折角出会えたんだからさ、楽しい事しようよ。

そう言って二十歳そこそこと思われる男の子の腕に自分の腕を絡ませる。目を見開いて、それからへにゃりと笑った男の子は小さく頷いて私に腕を引かれるまま歩き出す。辿り着いたのは廃れたビルの三階。不安げにキョロキョロと辺りを見回す男の子にふわりと笑いかければ安心したようにホッと息を吐く。

ああ、なんて馬鹿な子。

「こういうとこ、来るの初めて?」
「は、はい…!」
「ふふ、可愛いね。はい、これあげる。お近づきの印ね」

フロアの隅に置かれたキングベッドは、コンクリートの壁とはミスマッチで浮いている。だからこのベッドはやめようって言ったんだ。それなのに部屋の内観整えた所で何が変わるわけでもないだろう、と吐き捨てた眉毛のせいで、前髪浮かれバカの提案は通ってしまったのだ。

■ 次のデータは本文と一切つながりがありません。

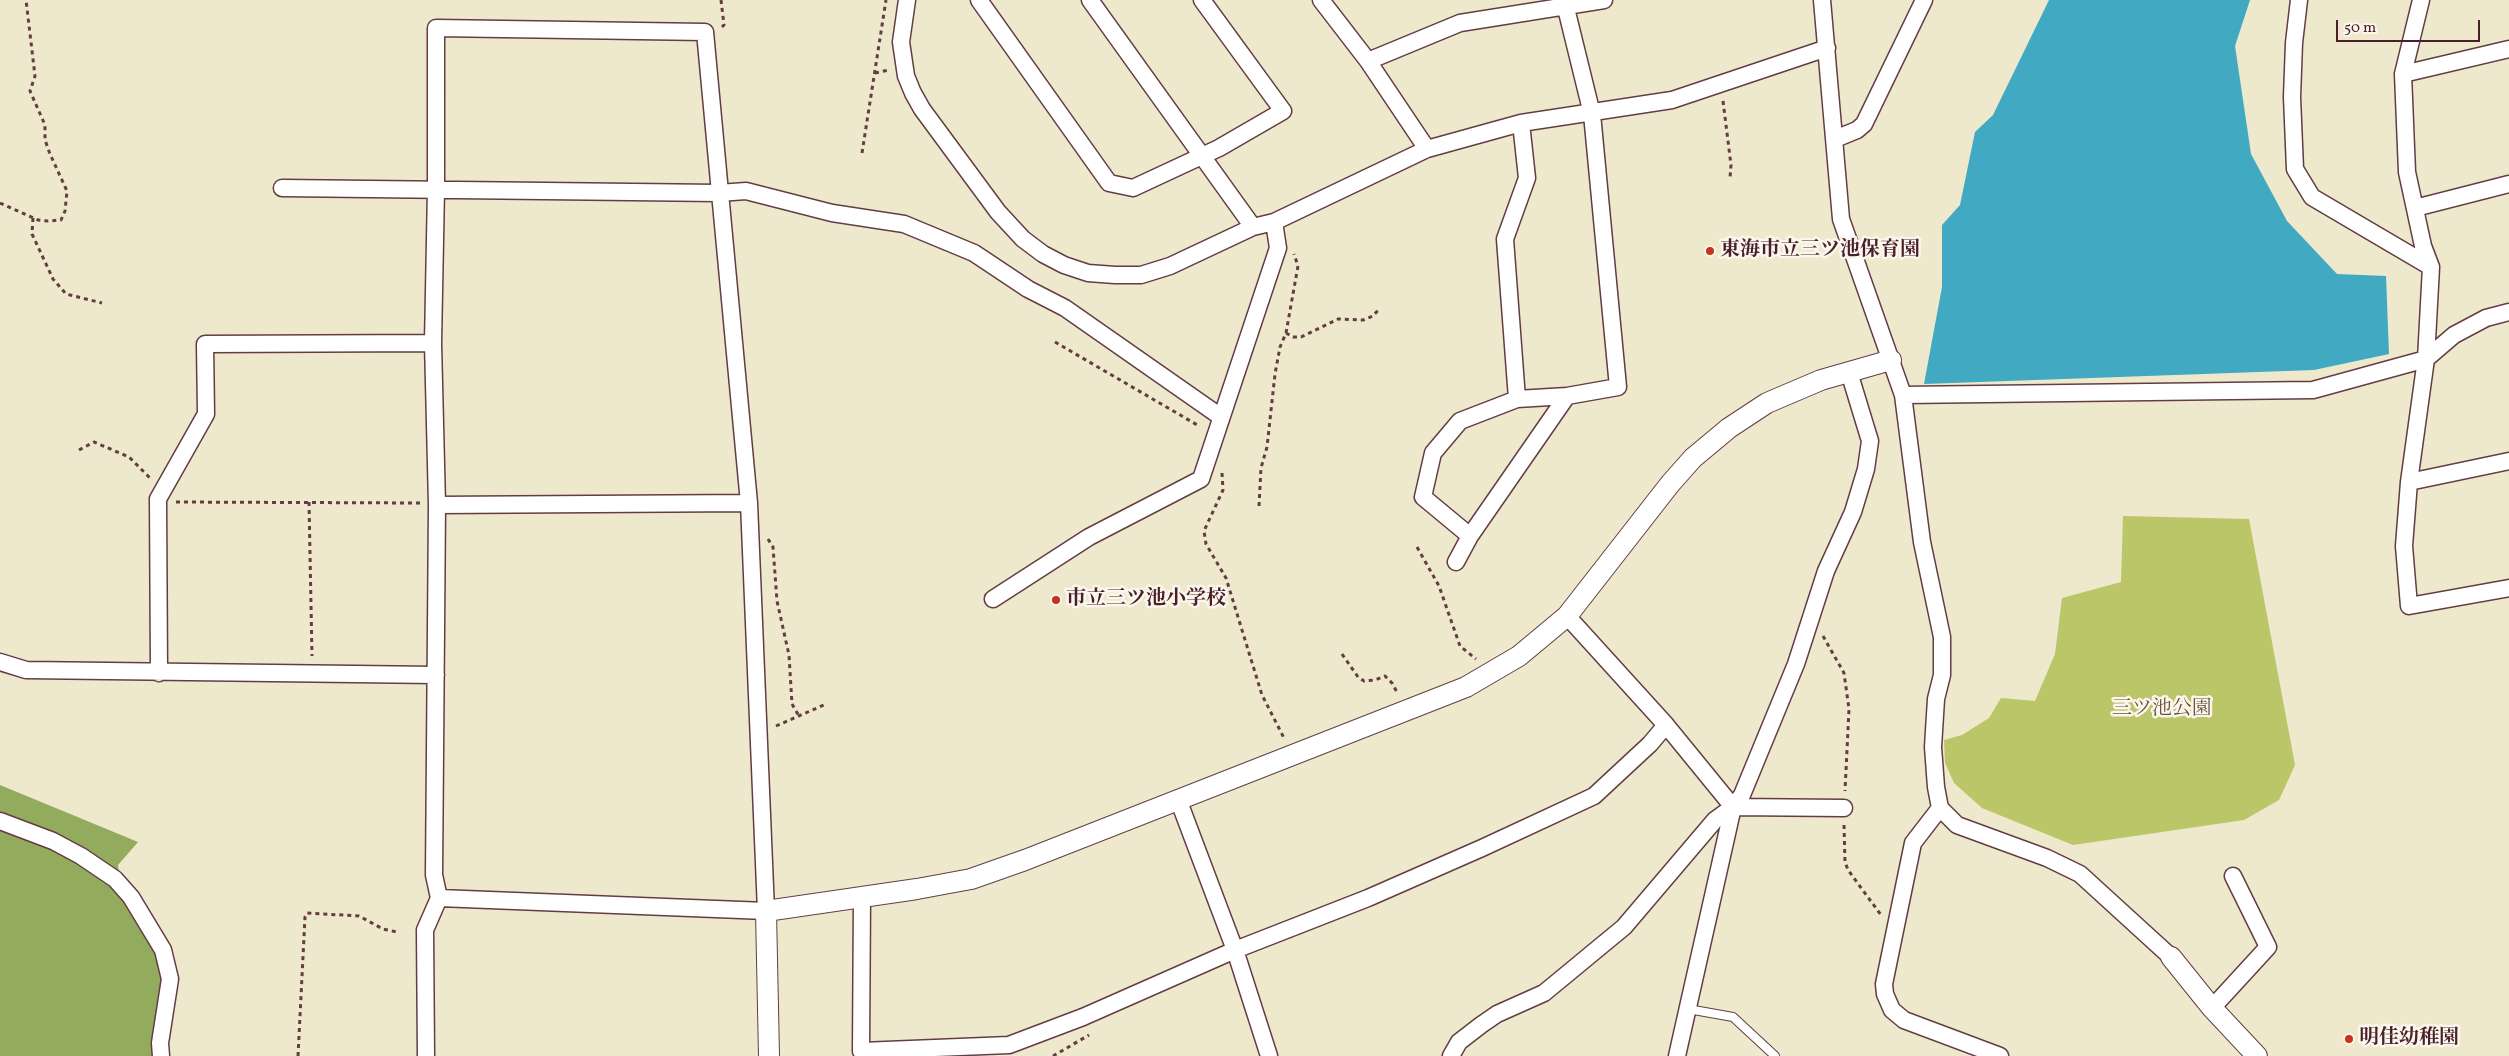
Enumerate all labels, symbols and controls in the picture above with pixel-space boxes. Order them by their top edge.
scale bar [2339,10,2483,42]
text: 50 m [2344,18,2376,39]
place label: 東海市立三ツ池保育園 [1720,239,1920,263]
marker: 東海市立三ツ池保育園 [1704,245,1716,257]
place label: 市立三ツ池小学校 [1066,588,1226,612]
marker: 市立三ツ池小学校 [1050,594,1062,606]
park label: 三ツ池公園 [2112,698,2212,722]
place label: 明佳幼稚園 [2359,1027,2459,1051]
marker: 明佳幼稚園 [2343,1033,2355,1045]

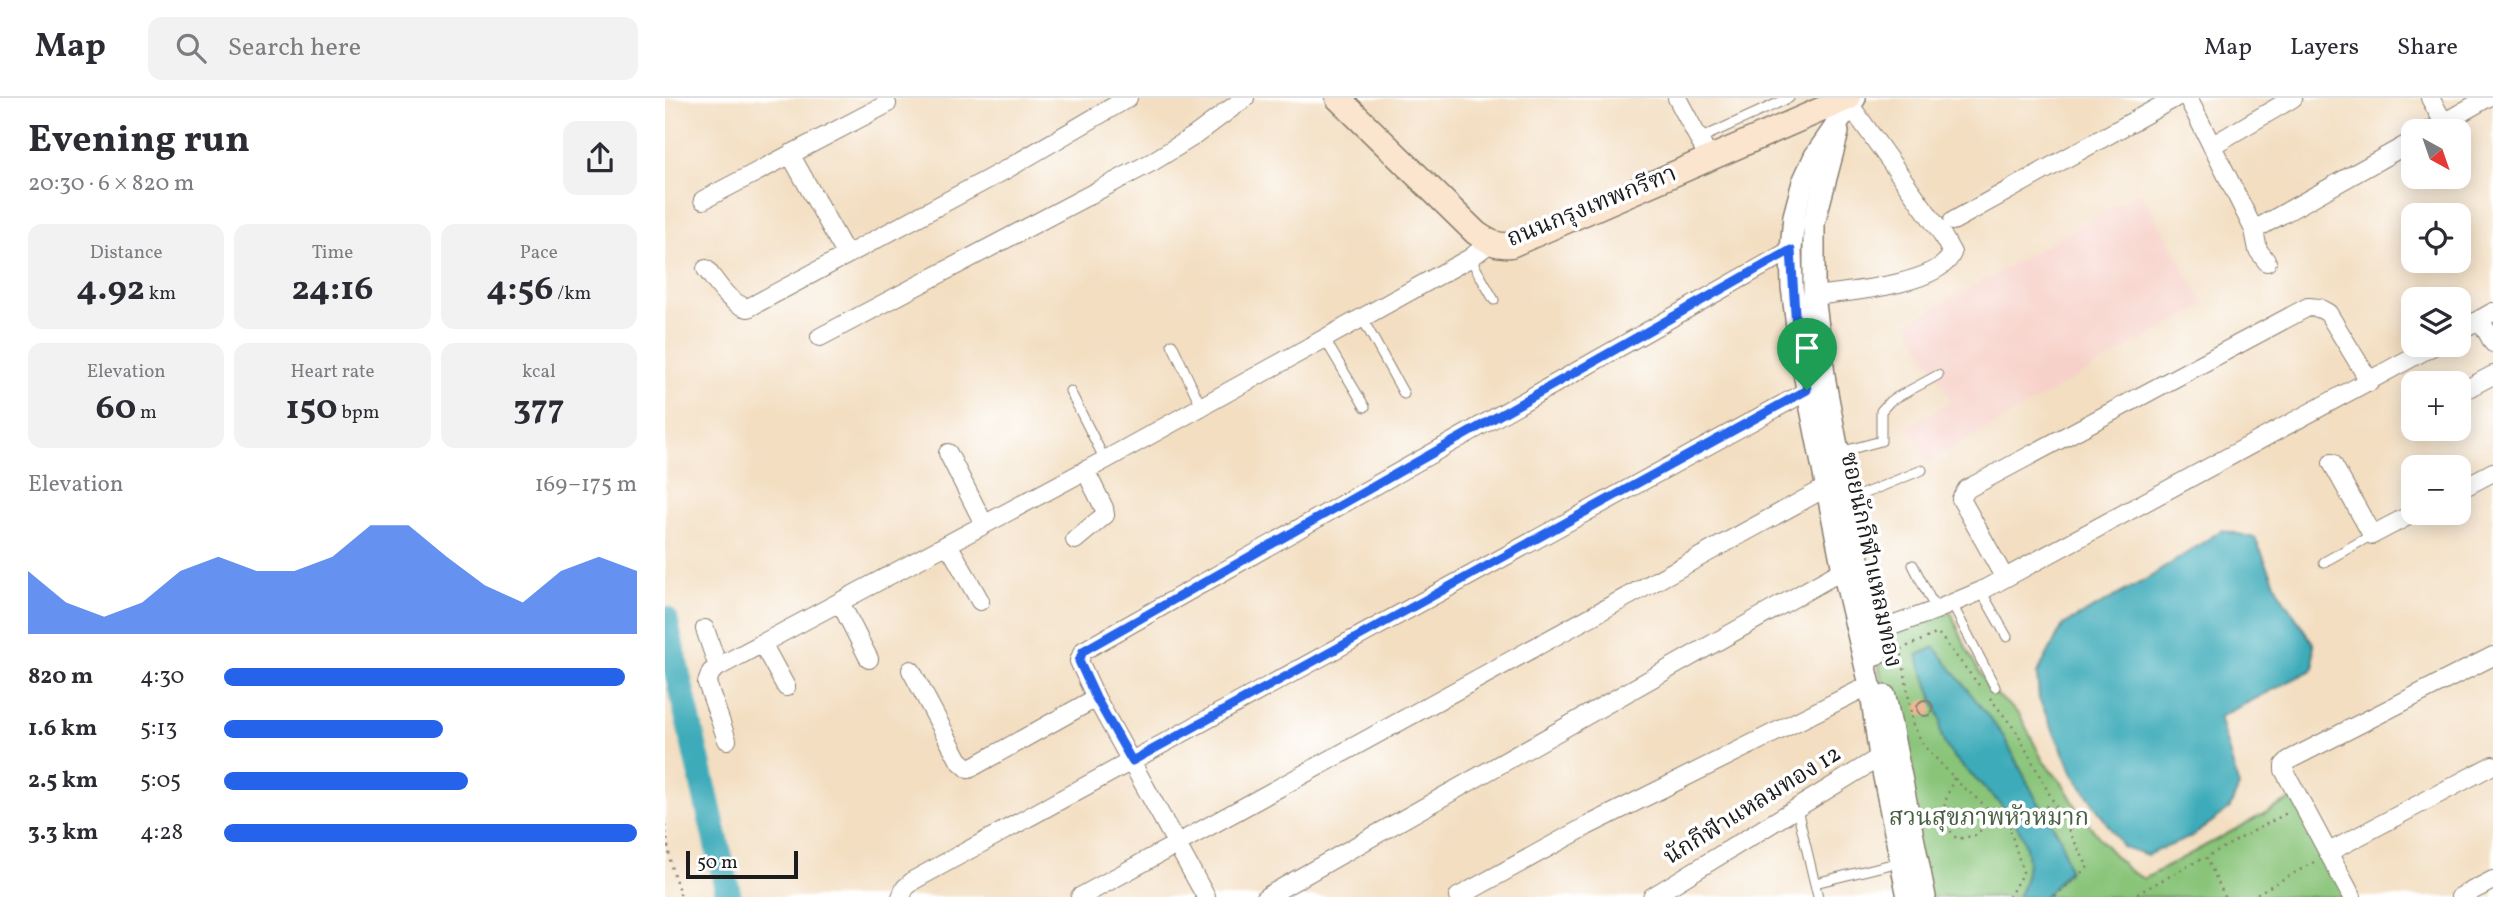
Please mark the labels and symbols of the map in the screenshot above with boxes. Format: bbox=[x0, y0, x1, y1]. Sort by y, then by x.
north arrow bbox=[2401, 119, 2471, 189]
street label: ถนนกรุงเทพกรีฑา bbox=[1502, 157, 1682, 257]
pin bbox=[1777, 318, 1837, 390]
street label: ซอยนักกีฬาแหลมทอง bbox=[1831, 449, 1909, 671]
street label: นักกีฬาแหลมทอง 12 bbox=[1658, 738, 1848, 874]
park label: สวนสุขภาพหัวหมาก bbox=[1889, 802, 2089, 836]
scale bar bbox=[686, 848, 798, 880]

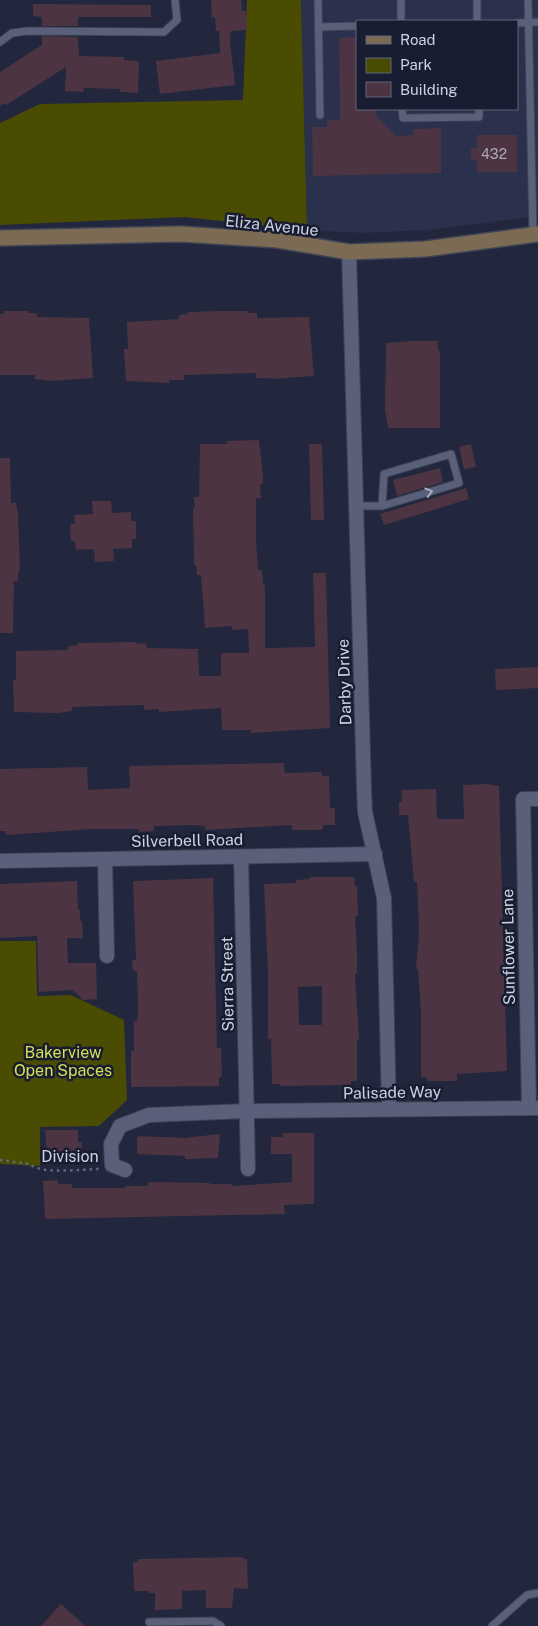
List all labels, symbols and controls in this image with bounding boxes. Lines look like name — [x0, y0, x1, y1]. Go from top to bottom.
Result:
legend — [356, 20, 518, 110]
text: Road — [400, 31, 436, 48]
text: Park — [400, 56, 432, 73]
text: Building — [400, 81, 458, 98]
house number: 432 — [481, 146, 507, 162]
street label: Eliza Avenue — [224, 211, 320, 240]
one-way arrow — [424, 487, 433, 498]
street label: Darby Drive — [333, 639, 356, 725]
street label: Silverbell Road — [131, 830, 243, 851]
street label: Sunflower Lane — [498, 889, 519, 1005]
street label: Sierra Street — [217, 936, 238, 1032]
park label: Bakerview Open Spaces — [14, 1043, 112, 1080]
street label: Palisade Way — [343, 1082, 442, 1103]
street label: Division — [41, 1147, 99, 1166]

数時間前に整えたばかりのベッドにぼすりと腰を下ろして足を組む。スカートの隙間からするりと顔を出した白い足に男の子の視線が向いたのを確認してポケットから小さな包みを取り出した。ピンクと白の包みに入ったソレは、甘い甘いご褒美だ。

「これは…?」
「いちごの飴だよ。疲れてる時に食べるとね、ちょっと元気出るんだ。だから、君にもあげる。特別だよ?」

ほら、食べて食べて!と無邪気な笑顔を見せて、男の子の手の中にソレを持たせる。戸惑いながらもその飴を頬張った男の子はすぐに瞳を輝かせた。美味しい!と笑う男の子の腕を引いてベッドへなだれ込む。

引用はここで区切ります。